Study Start Date : April 2014
Actual Primary Completion Date : December 2015
Actual Study Completion Date : December 2015

Resource links provided by the National Library of Medicine

MedlinePlus related topics: Chronic Pain
Drug Information available for: Ketamine

Arm Intervention/treatment
Experimental: Chronic pain patients on oral ketamine

Days 1-7:

Subjects will be given a 7 day supply of 10 mg ketamine tablets three times per day for seven days and to return to clinic on Day 7. They will be instructed not to take their morning dose of ketamine and to eat a light breakfast on Day 7. Upon arrival, the patient will have a 20 gauge (saline locked) IV started in the antecubital fossa to allow for five blood samples: Time Zero,30, 60,90 and 120 minutes.
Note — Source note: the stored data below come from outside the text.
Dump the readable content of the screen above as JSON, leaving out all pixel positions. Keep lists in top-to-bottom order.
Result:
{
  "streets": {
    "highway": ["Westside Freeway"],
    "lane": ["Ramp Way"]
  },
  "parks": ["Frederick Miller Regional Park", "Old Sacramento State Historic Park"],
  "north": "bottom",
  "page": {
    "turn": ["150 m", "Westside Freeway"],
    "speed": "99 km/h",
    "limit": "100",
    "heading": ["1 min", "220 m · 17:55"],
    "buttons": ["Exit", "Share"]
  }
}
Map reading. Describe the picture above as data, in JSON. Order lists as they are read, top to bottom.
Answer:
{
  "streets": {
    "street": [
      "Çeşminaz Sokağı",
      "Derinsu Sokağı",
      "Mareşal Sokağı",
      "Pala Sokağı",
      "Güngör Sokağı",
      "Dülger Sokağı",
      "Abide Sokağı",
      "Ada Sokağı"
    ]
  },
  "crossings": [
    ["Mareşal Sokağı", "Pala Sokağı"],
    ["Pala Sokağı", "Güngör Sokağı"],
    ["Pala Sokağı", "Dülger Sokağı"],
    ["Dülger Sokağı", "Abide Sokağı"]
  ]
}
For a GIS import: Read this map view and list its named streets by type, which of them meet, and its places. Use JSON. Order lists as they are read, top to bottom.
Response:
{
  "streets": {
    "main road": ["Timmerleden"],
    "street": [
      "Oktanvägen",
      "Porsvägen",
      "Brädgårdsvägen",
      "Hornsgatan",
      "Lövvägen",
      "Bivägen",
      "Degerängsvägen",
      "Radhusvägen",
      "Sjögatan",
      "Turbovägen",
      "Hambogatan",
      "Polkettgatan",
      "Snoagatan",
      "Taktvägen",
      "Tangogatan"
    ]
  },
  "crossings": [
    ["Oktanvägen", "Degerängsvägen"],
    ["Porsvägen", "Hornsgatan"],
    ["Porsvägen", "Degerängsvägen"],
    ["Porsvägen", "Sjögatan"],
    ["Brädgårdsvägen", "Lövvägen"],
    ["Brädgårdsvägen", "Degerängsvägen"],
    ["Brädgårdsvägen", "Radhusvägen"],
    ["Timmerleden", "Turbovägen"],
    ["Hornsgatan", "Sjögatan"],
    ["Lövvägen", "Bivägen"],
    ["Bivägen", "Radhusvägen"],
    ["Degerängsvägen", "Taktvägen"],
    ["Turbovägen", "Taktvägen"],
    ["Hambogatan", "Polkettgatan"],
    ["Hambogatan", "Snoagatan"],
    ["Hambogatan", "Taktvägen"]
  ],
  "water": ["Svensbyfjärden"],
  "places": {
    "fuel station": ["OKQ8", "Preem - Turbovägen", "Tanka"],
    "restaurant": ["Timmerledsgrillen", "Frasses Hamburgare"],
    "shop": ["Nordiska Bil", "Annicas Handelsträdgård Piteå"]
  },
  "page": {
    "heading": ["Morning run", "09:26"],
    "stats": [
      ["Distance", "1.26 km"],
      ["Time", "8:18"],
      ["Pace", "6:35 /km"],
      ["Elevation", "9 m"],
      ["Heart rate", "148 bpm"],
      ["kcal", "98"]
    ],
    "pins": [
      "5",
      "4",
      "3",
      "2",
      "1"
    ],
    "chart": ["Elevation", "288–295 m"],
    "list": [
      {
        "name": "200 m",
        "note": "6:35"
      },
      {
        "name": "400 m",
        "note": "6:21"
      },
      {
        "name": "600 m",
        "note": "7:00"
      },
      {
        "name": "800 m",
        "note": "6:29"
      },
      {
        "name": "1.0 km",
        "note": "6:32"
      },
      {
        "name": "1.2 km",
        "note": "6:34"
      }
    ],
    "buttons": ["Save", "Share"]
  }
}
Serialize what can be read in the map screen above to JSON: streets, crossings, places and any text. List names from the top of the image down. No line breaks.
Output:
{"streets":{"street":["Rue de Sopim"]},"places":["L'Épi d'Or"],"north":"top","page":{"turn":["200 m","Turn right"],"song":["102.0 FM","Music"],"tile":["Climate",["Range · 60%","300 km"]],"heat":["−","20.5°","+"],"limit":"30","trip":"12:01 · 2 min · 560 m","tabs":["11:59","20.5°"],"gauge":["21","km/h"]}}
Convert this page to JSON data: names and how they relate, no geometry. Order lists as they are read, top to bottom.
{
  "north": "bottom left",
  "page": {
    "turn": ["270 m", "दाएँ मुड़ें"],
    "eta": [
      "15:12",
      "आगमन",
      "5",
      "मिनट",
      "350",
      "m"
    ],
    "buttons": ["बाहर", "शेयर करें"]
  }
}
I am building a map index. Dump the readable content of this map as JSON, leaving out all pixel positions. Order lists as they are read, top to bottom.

The first blood sample at Time 0 will be obtained just before the patient takes his/her oral dose of ketamine.

Days 8-14:

The subjects will be given a supply of 20 mg ketamine capsules and instructed to take them three times per day, at specified times, and to return to clinic on Day 14. The instructions and procedures at the second clinic visit will be the same as on Day 7.

Drug: Ketamine
The St.Joseph's Heath Care Pharmacy will supply the compounded oral ketamine capsules. Patients who are going to participate in this study are already taking this oral ketamine as a part of their chronic pain medications. No new patient will start oral ketamine for the sake of this study. Two doses of oral ketamine will be used for the same patient, 10 mg and 20 mg every 8 hours. These doses are the standard doses in our clinic. Other clinics using much higher doses.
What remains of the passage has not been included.